Things have heated up quickly since the Commodity Futures Trading Commission (CFTC) filed a motion to dismiss the lawsuit seeking to avert PredictIt‘s shutdown.
The plaintiffs countered with a motion seeking to expedite the hearing. They’re hoping to obtain a preliminary injunction before Christmas. Without judicial intervention, the site will need to shut down by February 15, 2023.
The plaintiffs argue that the legal limbo surrounding the political betting site is already beginning to distort the market. Some propositions – such as those involving the 2024 presidential election and its primaries – won’t have been resolved by the deadline. Uncertainty about how PredictIt will settle them is affecting their pricing.

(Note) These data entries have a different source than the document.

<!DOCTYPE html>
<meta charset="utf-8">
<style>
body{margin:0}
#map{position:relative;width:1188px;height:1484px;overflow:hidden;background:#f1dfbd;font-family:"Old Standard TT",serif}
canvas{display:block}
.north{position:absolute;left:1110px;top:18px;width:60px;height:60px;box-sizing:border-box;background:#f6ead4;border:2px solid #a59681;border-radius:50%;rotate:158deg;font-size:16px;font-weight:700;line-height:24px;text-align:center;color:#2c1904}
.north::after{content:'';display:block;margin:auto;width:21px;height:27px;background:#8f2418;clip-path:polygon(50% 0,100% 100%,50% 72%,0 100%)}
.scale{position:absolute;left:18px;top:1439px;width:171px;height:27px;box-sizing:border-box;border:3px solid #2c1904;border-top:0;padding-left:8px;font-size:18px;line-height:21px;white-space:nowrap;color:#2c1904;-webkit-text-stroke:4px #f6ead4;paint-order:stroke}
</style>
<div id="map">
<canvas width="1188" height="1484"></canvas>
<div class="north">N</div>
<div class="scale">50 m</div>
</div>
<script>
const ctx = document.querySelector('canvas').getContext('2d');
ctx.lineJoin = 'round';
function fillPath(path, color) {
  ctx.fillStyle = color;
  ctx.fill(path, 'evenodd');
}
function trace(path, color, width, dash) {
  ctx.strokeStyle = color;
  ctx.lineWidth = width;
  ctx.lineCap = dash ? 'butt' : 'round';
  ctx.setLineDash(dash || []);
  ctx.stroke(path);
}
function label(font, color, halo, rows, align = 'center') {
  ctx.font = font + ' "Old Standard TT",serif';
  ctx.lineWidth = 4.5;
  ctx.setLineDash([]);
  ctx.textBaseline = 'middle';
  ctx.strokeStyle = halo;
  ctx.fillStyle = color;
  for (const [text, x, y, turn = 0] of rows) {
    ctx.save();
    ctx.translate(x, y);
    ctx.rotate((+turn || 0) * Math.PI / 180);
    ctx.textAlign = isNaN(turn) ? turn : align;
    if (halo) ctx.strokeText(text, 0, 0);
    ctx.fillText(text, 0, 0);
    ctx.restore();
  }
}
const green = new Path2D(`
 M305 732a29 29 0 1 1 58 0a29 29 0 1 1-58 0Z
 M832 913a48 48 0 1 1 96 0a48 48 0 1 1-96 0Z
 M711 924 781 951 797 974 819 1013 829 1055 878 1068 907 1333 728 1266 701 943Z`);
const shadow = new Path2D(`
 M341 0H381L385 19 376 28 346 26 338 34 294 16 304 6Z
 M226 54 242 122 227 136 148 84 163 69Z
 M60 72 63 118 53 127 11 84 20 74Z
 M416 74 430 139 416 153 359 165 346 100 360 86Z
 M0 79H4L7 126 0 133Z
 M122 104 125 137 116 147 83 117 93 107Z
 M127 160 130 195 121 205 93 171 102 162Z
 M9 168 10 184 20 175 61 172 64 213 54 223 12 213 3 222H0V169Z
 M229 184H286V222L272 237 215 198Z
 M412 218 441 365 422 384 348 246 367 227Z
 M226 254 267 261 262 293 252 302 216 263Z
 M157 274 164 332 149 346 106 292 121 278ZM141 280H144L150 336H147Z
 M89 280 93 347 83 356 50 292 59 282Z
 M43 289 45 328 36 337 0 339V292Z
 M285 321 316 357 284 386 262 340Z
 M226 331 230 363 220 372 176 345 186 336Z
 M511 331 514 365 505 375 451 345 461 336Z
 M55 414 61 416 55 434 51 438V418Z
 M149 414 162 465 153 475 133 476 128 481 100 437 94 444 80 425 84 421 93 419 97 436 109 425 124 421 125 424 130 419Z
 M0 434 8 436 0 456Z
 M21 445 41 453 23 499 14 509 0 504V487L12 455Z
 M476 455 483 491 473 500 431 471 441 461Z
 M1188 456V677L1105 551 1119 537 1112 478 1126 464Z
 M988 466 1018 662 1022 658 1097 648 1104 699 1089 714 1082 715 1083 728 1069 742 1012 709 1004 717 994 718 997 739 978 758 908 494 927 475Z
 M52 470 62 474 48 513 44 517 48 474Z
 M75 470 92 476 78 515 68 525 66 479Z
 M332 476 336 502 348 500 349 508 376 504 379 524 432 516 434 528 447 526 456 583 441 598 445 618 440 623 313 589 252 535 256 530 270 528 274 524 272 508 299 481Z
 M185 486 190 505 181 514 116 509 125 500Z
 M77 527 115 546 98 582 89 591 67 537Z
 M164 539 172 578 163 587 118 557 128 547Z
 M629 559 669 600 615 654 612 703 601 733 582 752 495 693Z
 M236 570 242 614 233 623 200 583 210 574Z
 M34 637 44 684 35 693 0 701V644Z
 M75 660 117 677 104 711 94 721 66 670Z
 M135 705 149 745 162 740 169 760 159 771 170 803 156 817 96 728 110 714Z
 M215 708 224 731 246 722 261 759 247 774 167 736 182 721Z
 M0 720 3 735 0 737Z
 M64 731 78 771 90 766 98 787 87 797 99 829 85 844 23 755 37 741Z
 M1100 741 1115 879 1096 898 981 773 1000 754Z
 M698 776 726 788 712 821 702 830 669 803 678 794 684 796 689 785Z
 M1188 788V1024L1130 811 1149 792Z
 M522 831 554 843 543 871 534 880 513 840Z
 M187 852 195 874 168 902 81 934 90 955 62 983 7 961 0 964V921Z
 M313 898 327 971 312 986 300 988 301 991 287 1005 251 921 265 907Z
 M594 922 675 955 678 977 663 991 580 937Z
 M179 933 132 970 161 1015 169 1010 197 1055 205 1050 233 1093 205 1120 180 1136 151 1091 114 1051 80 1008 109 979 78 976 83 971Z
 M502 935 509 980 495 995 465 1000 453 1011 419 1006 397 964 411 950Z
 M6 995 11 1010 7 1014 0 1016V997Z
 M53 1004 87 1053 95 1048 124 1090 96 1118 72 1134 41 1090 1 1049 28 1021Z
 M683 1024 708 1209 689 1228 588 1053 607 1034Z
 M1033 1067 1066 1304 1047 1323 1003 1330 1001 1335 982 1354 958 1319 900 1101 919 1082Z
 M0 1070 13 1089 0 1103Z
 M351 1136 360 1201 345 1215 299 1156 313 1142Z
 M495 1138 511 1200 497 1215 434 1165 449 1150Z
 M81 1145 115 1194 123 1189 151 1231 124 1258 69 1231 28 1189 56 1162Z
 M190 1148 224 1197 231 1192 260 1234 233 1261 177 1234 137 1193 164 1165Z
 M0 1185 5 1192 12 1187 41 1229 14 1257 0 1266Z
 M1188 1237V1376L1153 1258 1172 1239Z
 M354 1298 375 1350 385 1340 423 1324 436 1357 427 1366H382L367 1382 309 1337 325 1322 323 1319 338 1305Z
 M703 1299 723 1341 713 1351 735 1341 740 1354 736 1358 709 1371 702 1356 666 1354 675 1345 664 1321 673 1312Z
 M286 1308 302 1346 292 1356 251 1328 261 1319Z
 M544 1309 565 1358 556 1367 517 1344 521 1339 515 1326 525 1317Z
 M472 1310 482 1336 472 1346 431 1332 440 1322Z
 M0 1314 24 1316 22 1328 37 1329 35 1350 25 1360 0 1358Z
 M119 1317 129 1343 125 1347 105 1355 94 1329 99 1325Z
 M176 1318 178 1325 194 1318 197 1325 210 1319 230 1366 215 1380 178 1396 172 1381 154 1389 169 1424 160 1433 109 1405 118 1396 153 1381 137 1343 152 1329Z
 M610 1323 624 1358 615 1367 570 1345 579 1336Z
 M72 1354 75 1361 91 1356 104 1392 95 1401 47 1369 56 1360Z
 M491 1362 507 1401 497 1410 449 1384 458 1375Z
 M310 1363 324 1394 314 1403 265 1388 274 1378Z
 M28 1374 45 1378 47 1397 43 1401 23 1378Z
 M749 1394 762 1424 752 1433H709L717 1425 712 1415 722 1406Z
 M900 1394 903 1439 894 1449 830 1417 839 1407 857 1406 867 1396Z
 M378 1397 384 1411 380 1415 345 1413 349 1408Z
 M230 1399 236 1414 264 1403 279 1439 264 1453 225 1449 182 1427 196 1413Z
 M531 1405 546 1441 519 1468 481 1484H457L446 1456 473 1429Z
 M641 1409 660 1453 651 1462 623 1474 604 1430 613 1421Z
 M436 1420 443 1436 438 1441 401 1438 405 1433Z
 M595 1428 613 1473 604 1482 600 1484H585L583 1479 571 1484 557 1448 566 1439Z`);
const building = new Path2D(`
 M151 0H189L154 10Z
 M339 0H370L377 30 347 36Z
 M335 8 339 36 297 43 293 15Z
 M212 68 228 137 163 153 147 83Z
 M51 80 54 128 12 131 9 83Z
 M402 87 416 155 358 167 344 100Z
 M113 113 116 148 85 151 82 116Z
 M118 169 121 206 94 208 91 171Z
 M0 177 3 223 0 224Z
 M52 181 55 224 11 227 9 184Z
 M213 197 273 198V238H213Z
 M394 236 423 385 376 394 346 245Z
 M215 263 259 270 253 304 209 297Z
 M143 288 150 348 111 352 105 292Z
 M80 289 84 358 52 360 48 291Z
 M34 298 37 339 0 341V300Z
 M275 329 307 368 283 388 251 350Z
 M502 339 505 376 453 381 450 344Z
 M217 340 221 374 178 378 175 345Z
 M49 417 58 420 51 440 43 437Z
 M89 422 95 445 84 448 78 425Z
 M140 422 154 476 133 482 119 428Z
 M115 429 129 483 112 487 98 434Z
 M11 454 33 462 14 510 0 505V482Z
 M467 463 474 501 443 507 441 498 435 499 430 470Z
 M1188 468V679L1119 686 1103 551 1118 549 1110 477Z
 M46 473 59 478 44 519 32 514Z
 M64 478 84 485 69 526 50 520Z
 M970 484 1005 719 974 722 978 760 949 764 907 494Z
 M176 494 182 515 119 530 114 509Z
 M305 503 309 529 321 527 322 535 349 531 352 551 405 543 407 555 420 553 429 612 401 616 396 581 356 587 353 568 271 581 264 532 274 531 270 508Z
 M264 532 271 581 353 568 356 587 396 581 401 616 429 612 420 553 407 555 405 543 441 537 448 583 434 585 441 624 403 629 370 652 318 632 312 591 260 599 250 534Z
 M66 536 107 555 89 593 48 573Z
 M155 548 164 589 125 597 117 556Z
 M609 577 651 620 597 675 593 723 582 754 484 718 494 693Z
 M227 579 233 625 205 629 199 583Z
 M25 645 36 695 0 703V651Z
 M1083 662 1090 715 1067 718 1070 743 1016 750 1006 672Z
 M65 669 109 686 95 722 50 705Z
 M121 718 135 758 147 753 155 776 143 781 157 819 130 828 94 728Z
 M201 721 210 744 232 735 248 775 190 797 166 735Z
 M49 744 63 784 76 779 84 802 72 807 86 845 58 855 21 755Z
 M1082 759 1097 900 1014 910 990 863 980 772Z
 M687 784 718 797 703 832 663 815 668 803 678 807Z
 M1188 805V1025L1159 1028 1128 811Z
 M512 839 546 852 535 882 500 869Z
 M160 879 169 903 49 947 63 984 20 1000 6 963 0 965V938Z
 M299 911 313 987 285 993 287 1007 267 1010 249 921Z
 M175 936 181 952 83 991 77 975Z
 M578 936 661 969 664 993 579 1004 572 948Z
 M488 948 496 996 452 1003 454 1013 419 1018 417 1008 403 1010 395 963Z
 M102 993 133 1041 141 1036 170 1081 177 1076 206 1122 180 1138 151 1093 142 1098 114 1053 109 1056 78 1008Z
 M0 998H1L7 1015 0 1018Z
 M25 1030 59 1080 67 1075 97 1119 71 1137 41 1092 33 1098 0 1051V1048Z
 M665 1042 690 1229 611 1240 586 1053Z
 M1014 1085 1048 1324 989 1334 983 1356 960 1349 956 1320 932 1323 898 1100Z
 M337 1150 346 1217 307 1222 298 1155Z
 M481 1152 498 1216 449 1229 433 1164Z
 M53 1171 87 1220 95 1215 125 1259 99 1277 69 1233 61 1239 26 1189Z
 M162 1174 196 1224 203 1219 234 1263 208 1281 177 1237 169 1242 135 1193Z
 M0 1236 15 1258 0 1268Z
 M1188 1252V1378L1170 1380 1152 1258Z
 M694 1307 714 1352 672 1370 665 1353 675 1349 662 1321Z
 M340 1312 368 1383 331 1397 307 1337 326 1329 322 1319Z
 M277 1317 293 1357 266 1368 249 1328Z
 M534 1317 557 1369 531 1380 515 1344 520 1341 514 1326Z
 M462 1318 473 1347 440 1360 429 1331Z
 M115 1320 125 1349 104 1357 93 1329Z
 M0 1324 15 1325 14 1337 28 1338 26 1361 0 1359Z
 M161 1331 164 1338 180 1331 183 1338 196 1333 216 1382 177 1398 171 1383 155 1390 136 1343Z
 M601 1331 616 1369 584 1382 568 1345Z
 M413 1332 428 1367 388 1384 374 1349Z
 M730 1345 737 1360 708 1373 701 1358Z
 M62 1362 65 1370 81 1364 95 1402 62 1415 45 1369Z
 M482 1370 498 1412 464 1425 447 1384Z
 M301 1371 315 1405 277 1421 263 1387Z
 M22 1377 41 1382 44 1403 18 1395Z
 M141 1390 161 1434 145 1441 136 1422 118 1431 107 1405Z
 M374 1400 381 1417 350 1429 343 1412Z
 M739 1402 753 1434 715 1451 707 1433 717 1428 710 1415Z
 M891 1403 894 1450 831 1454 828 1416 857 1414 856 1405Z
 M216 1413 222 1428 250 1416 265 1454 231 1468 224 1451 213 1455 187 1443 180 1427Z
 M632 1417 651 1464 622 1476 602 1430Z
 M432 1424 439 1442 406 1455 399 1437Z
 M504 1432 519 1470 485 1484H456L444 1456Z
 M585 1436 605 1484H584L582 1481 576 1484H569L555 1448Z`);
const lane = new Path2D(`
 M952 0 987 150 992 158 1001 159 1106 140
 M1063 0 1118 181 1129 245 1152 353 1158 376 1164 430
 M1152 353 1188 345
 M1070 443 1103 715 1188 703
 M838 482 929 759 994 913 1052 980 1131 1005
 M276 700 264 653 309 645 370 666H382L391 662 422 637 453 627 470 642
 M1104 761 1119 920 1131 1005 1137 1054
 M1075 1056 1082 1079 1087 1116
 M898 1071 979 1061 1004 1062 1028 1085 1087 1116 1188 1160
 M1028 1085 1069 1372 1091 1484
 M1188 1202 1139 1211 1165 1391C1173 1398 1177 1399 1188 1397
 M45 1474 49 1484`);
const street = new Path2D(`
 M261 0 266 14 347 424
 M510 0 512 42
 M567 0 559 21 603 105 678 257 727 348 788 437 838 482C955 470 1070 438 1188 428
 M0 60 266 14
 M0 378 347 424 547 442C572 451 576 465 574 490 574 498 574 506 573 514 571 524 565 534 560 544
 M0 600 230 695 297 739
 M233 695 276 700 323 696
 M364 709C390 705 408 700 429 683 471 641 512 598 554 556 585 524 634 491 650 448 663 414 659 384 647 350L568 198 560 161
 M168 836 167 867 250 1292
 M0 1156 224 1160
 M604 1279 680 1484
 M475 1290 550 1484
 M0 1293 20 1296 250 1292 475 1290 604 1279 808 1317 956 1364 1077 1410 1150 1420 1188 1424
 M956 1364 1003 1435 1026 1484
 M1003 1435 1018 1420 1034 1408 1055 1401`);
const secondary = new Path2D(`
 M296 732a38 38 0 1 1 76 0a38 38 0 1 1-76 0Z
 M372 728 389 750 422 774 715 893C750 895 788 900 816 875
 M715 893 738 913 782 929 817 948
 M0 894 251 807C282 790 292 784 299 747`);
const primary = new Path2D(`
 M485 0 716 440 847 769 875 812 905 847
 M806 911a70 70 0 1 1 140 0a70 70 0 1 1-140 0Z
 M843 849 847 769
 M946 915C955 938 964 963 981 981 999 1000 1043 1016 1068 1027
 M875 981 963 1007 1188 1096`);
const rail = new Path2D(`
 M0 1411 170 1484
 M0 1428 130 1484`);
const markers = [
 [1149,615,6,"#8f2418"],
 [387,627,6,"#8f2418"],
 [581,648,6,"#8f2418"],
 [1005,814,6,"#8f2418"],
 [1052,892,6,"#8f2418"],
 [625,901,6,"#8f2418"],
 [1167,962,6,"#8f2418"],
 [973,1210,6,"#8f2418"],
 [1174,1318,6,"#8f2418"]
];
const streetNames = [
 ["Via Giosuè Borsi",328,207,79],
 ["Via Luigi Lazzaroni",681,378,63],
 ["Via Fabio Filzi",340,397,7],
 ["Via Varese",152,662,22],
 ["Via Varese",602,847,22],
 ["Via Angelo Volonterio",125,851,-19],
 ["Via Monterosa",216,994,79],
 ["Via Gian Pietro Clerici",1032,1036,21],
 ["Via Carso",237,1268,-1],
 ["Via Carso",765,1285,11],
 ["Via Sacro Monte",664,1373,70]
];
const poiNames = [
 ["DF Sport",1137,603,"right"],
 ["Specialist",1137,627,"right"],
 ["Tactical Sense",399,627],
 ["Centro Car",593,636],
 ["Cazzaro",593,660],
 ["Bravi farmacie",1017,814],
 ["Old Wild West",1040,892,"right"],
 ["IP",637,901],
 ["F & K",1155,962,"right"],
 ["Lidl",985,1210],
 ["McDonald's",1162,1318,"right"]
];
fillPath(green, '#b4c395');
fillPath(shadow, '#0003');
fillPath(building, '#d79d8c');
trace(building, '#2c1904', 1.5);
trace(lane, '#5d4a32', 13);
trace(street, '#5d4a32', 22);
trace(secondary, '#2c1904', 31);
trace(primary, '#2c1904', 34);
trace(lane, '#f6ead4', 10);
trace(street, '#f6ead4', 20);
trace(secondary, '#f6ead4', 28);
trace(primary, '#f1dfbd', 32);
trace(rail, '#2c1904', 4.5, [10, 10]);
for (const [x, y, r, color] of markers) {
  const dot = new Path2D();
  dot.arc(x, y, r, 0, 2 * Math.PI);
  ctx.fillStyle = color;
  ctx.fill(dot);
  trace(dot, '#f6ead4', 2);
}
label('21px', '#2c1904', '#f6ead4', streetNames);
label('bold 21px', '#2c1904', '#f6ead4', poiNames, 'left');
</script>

Meanwhile, the CFTC is trucking right along with its motion to dismiss, having filed its reply. The Austin-based Western District of Texas federal court has set a hearing on the defendant’s motion for December 1. So, there could well be a decision in the case before the end of December.
Let’s Get the Ball Rolling
The plaintiffs in the case are a collection of parties with varying interests in the site. They are asking the District Court to get things moving because time isn’t PredictIt’s friend at the moment.
The plaintiffs filed their motion for a preliminary injunction in late September. That came very shortly after the CFTC gave notice that it was revoking the No-Action letter allowing the site to operate.
PredictIt has been one of only two political betting markets operating legally in the United States. Another predictions market, Kalshi, sought CFTC’s authorization to offer political contracts. However, the CFTC denied the request.
While political betting is incredibly popular and regulated in many parts of the world, the practice is highly restricted in the U.S. The CFTC has only allowed two academic institutions to use such sites for research purposes. If PredictIt does have to shut down, the Iowa Electronic Markets will be the only lawful option for election betting in the United States.
The plaintiffs argue that the preliminary injunction matter was ready to be argued on October 20. However, there is still no date for a hearing.
Suspicious Market Movements
The plaintiffs argue that the looming February shutdown has already caused irreparable harm and that it will only get worse.
One of the plaintiffs cites odd market behavior around potential Republican presidential nominees. The brief notes that the abnormal price behavior may be the result of users knowing that it’s unlikely that the market will even be open by the time the nominee is known.
The plaintiffs note that the market liquidity is drying up. That is, users are leaving the site, and would-be sellers are having a hard time finding buyers for their shares.
The plaintiffs are asking the CFTC’s ultimatum to be put on hold pending a full trial on the case’s merits.
What Can the Court Consider?
For its part, the CFTC filed its reply brief supporting its motion to dismiss. The CFTC’s brief opens by accusing the plaintiffs of taking a shotgun approach, presenting every possible argument and seeing if anything will hit.
The CFTC is relying heavily on precedent. It highlights that the Seventh Circuit and the D.C. Circuit have both found that No-Action letters issued by the SEC are not reviewable by a court. It also takes issue with the plaintiffs’ characterization of the 2014 CFTC letter as a “license,” stressing that it was only a written assurance that staff would not recommend enforcement action.
Similarly, the CFTC argues that the withdrawal letter issued merely retracts the promise of that earlier letter. It says this is not the same as an enforcement action or legal decision.
The reply notes:
Plaintiffs do not allege that DMO has recommended an enforcement action, nor did DMO even commit to doing so if the February 2023 grace period is not observed. Instead DMO stated that PredictIt ‘should’ comply and implies, if not, DMO might make a recommendation.
The CFTC suggests that withdrawing the letter is not a final agency action. It argues that the letters are written by staff and not approved by the CFTC’s commissioners. Therefore, while enforcement action could be subject to appeal, simply withdrawing the letter is not, according to the agency.
It concludes its arguments by asserting that the plaintiffs lack standing to bring the claim.
What’s Next for the PredictIt Case?
A hearing on the motion to dismiss will take place on December 1. The judge will be George W. Bush’s federal bench appointee Lee Yeakel.
Judge Yeakel is perhaps most recently associated with striking down Texas Governor Greg Abbott’s school mask mandate ban. That decision would later be vacated by the Fifth Circuit Court of Appeals.
While the federal court process is usually slow, it is not generally indifferent to deadlines. For this reason, a decision seems likely to come in relatively short order.
Whether that is a decision denying the motion to dismiss is a question we do not yet have an answer to. However, such a decision for the CFTC would mean that PredictIt has to shut down in February, even if the plaintiffs decide to appeal.